[RECORDS PROVIDED — start]

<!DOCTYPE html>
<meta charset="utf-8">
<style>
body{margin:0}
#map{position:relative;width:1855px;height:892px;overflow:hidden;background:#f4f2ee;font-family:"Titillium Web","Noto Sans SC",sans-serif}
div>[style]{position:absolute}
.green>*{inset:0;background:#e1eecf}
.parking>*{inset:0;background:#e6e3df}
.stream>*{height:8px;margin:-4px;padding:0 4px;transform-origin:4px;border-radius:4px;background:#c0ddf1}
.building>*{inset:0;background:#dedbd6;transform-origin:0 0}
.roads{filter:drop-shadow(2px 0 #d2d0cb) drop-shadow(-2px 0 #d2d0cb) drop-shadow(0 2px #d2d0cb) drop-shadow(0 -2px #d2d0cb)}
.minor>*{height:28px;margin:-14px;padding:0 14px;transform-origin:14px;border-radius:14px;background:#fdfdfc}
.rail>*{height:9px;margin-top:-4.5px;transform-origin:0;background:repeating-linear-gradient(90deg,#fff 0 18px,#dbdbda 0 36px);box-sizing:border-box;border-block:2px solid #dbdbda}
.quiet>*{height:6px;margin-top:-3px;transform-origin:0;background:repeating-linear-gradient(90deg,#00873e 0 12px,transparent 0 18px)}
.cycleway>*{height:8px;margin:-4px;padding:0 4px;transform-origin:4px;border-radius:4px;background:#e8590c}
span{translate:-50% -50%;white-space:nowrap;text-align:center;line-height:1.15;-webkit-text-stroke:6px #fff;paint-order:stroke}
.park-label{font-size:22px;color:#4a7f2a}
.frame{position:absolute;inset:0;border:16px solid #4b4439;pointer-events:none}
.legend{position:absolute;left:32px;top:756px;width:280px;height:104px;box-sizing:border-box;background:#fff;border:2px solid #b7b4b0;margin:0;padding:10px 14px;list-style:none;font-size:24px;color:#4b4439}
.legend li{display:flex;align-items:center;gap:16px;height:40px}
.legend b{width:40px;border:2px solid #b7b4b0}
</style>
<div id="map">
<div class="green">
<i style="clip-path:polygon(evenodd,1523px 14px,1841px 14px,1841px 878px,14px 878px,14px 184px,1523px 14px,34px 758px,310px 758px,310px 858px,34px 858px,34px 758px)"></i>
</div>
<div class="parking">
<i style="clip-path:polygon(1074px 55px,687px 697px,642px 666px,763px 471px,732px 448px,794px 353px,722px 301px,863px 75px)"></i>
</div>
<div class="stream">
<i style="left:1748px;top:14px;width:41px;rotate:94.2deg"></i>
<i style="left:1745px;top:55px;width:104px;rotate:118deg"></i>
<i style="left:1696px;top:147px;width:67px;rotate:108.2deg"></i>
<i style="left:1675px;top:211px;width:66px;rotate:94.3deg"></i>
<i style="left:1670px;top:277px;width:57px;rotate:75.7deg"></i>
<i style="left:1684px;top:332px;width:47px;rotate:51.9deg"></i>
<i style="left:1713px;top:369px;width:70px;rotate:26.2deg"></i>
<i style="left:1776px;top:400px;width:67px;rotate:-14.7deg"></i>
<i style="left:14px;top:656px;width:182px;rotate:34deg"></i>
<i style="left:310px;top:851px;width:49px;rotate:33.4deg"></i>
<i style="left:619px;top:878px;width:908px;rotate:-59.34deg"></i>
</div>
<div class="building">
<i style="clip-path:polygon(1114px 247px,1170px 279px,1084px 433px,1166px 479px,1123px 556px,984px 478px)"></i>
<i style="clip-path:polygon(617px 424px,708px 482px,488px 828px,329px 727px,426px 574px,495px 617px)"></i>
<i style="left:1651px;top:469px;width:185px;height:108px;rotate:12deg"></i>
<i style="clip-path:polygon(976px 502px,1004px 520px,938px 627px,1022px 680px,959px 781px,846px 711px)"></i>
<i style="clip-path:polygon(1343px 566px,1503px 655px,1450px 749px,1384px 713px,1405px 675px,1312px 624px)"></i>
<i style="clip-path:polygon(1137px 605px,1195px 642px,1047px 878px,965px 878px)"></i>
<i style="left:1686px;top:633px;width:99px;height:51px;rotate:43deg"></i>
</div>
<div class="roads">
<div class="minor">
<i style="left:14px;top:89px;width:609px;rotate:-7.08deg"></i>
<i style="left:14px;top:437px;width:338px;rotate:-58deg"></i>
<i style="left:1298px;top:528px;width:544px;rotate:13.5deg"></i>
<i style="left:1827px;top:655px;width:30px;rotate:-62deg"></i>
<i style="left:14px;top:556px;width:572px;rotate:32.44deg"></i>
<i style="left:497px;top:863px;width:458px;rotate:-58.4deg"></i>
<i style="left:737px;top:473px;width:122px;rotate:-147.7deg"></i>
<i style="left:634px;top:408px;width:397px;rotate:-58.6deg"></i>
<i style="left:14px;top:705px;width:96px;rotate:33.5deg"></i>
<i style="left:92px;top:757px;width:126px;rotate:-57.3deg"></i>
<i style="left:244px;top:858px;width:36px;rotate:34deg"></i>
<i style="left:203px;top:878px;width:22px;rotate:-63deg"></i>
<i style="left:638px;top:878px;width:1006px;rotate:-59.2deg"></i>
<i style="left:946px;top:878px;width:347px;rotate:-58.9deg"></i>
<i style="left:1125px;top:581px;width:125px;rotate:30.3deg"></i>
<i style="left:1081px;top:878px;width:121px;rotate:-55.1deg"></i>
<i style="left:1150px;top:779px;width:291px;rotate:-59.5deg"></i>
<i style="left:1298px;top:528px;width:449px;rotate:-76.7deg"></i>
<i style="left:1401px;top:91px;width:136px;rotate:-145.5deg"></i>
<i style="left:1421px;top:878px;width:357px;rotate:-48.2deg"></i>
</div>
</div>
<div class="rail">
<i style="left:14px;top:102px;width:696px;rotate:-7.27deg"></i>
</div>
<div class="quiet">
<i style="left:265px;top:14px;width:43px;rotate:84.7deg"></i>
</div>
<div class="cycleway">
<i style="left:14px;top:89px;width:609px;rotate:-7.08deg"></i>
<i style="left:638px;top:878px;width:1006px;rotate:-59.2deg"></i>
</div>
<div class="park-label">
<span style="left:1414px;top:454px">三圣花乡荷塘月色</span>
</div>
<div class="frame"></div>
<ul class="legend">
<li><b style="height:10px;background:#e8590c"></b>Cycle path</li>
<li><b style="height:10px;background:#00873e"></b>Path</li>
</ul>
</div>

[RECORDS PROVIDED — finish]

Using the entries above, quote each line verbatim from the first through the line that contains "0 #d2d0cb) drop-shadow(-2px".

<!DOCTYPE html>
<meta charset="utf-8">
<style>
body{margin:0}
#map{position:relative;width:1855px;height:892px;overflow:hidden;background:#f4f2ee;font-family:"Titillium Web","Noto Sans SC",sans-serif}
div>[style]{position:absolute}
.green>*{inset:0;background:#e1eecf}
.parking>*{inset:0;background:#e6e3df}
.stream>*{height:8px;margin:-4px;padding:0 4px;transform-origin:4px;border-radius:4px;background:#c0ddf1}
.building>*{inset:0;background:#dedbd6;transform-origin:0 0}
.roads{filter:drop-shadow(2px 0 #d2d0cb) drop-shadow(-2px 0 #d2d0cb) drop-shadow(0 2px #d2d0cb) drop-shadow(0 -2px #d2d0cb)}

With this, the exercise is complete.